Last weekend, an anonymous graffiti artist or group left an indelible mark on the city’s culture by painting seven colorful panels honoring the late Buffalo-born comics artist Spain Rodriguez on the Central Terminal’s concrete walls.
Now that we’ve had some time to pick our jaws up off the floor after confronting the stunning visuals of the mural and the sheer audacity of its creation, it’s a good time to consider the piece’s deeper meaning.
The mural, like the work of Rodriguez now on view in the Burchfield Penney Art Center, reminds us that art achieves its highest function as a political tool. It is not merely a fanciful tribute to an artist someone revered, but a de facto extension of that artist’s radical notions about human equality.
It is, in a very visceral way, about the widening gap between the rich and poor in this country and around the world and about the desire of its creators to fight the status quo with any tools that happen to be at hand – including cans of spray paint.

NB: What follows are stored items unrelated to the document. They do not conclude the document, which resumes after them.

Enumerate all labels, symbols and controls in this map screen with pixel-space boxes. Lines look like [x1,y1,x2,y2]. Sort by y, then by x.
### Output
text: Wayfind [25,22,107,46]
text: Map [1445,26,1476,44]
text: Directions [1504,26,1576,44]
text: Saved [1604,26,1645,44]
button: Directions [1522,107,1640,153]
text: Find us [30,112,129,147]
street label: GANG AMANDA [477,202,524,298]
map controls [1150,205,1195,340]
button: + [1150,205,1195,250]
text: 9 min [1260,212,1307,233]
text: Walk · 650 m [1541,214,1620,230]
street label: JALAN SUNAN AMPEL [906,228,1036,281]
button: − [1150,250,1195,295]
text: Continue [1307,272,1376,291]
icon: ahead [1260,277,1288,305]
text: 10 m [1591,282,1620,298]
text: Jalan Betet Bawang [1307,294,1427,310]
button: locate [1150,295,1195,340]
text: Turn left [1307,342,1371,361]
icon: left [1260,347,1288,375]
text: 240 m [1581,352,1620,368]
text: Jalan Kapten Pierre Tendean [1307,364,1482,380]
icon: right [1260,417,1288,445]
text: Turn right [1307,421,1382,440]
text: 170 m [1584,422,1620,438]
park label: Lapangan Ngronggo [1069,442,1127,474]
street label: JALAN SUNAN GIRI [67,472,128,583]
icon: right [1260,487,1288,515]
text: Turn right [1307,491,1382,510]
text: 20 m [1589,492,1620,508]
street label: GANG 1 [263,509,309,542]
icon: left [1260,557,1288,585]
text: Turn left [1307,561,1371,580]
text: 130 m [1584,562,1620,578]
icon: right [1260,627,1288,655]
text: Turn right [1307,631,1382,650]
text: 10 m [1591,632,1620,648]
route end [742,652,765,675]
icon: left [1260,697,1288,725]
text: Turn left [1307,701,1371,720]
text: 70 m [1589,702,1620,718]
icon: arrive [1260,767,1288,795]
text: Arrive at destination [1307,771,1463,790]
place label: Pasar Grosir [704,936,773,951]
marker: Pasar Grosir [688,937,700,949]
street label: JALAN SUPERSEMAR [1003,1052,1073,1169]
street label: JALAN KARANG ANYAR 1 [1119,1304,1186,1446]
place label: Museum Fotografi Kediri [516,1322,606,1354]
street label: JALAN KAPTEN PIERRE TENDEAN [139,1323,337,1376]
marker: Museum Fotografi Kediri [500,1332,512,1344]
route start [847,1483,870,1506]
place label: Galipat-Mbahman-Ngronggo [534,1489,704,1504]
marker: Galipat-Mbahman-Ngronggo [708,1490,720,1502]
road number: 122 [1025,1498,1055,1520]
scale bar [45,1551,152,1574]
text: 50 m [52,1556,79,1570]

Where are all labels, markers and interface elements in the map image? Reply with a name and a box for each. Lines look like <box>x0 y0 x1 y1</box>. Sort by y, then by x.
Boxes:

The central figure of the mural, after all, is Trashman, one of the most radical superheroes ever conceived and the embodiment of Rodriguez’s sometimes questionably violent fantasies of social justice. The words the muralist or muralists chose to put in his mouth – “Can’t you see?! The foundation is crumbling ...?” – speak not only to the crumbling building the mural inhabits, but what Rodriguez and those he influenced see as the corrupt foundations of modern capitalism.
Whether or not you fully agree with Rodriguez’s unabashedly radical politics – which I find hard to do, especially where he seems to excuse past violence or advocate future violence – the power of this artistic statement is pretty tough to deny. It can and should be seen as an extension of the Occupy Movement, whose progressive ideals Rodriguez helped to keep on simmer long enough for them to be picked up in the wake of the latest economic crisis.
No one seems to be too upset about the fact that the work of this mystery muralist falls outside the law, nor is it easy to find many good reasons to do so.
The mural, in addition to trumpeting the values of Rodriguez and many who have spent their lives fighting the status quo, is also an example of an ideal symbiosis between museum culture and street culture.
Whoever made the mural clearly drew inspiration from the Burchfield Penney Art Center’s ongoing exhibition “Spain: Rock, Roll, Rumbles, Rebels and Revolution.” The muralist’s depiction of a large thumbs-down sign came directly from the cover of an issue of the East Village Other exhibited prominently in the exhibition, while the face of Trashman seemed to be modeled on depictions of Trashman in the show.
For far too long, museums in American cities like our own have held themselves apart in key ways from the broader culture of the communities they were designed to enrich. The Burchfield Penney staff, especially “Spain” co-curators Edmund Cardoni and Don Metz, deserve a great deal of credit for putting the work of a radical comics artist from Buffalo on the gallery’s walls. That might not have happened a decade ago, and it points toward the ways in which museums can make themselves more relevant to the communities they serve.
But the mural and the exhibition prove that art, as an intellectual pursuit and political statement, cannot fulfill its purpose strictly within the walls of a museum – nor can it do so strictly on the street.